* _Saved data entries_:

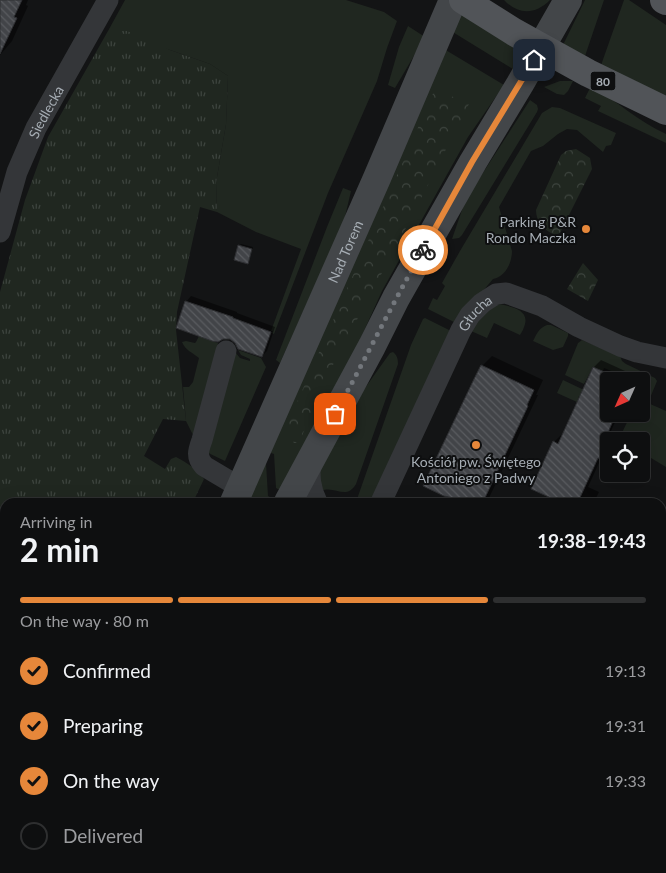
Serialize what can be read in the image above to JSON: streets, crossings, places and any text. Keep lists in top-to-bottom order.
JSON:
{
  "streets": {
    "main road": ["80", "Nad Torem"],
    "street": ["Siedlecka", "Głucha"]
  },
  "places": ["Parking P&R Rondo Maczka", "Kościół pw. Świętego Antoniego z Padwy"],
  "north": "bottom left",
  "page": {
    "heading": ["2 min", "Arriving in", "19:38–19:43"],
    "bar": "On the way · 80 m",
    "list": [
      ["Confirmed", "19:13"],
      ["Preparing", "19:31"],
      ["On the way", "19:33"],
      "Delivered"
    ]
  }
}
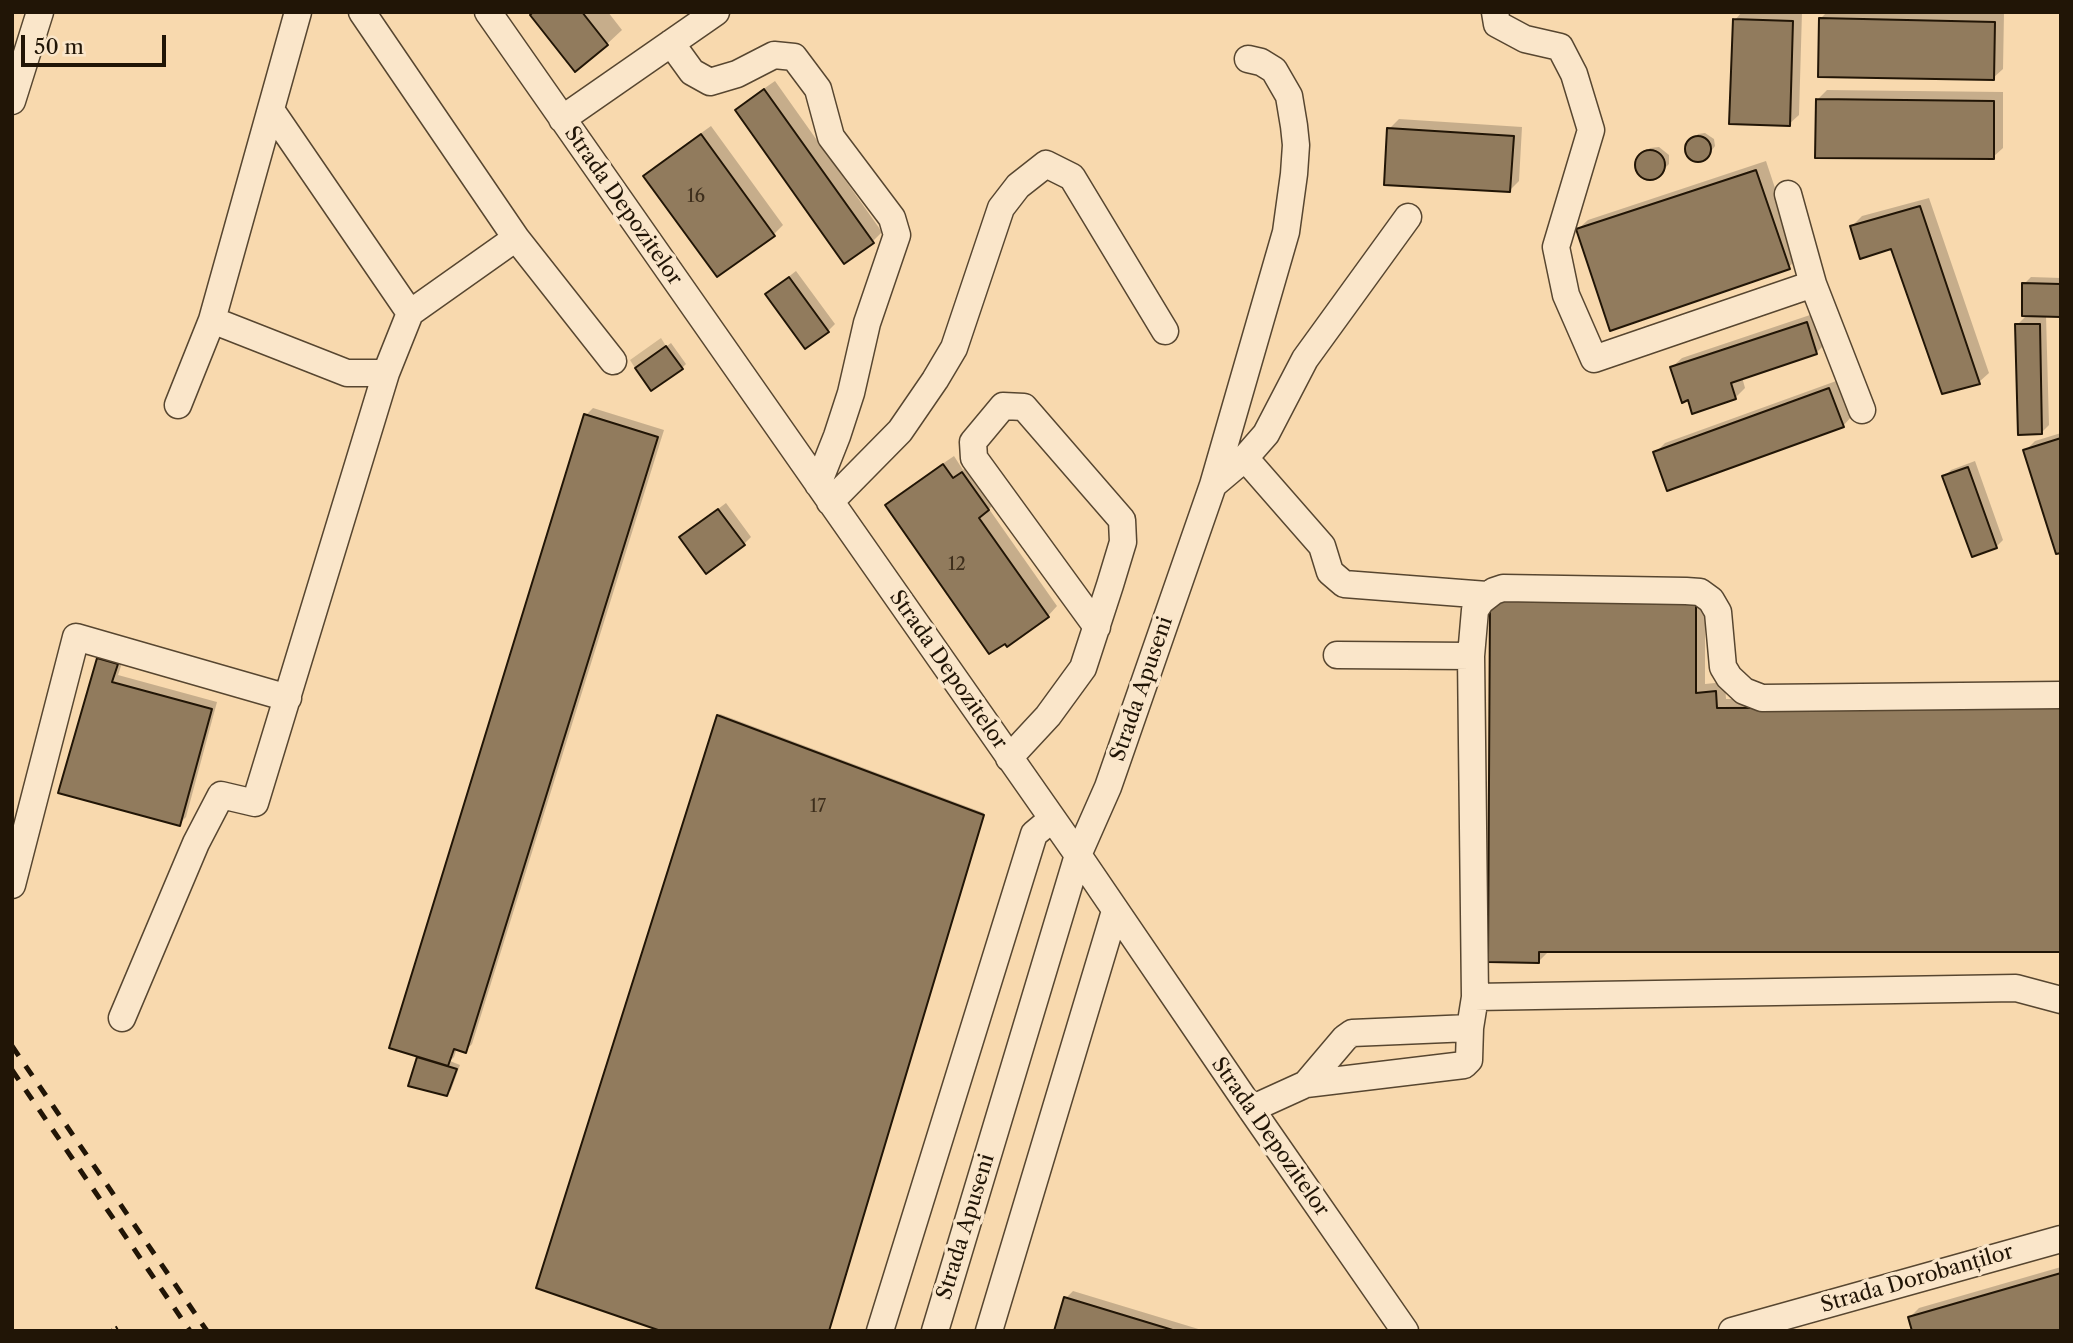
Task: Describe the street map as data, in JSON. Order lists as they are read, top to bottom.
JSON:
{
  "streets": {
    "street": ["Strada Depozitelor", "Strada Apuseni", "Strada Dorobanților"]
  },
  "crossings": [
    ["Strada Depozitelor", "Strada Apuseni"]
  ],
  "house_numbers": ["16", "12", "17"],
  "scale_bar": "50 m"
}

* _Goal of the exercise_: Except for the pictures, copy every line of the records above exactly.

* _Written answer_:
Serialize what can be read in the image above to JSON: streets, crossings, places and any text. Keep lists in top-to-bottom order.
JSON:
{
  "streets": {
    "main road": ["80", "Nad Torem"],
    "street": ["Siedlecka", "Głucha"]
  },
  "places": ["Parking P&R Rondo Maczka", "Kościół pw. Świętego Antoniego z Padwy"],
  "north": "bottom left",
  "page": {
    "heading": ["2 min", "Arriving in", "19:38–19:43"],
    "bar": "On the way · 80 m",
    "list": [
      ["Confirmed", "19:13"],
      ["Preparing", "19:31"],
      ["On the way", "19:33"],
      "Delivered"
    ]
  }
}
Task: Describe the street map as data, in JSON. Order lists as they are read, top to bottom.
JSON:
{
  "streets": {
    "street": ["Strada Depozitelor", "Strada Apuseni", "Strada Dorobanților"]
  },
  "crossings": [
    ["Strada Depozitelor", "Strada Apuseni"]
  ],
  "house_numbers": ["16", "12", "17"],
  "scale_bar": "50 m"
}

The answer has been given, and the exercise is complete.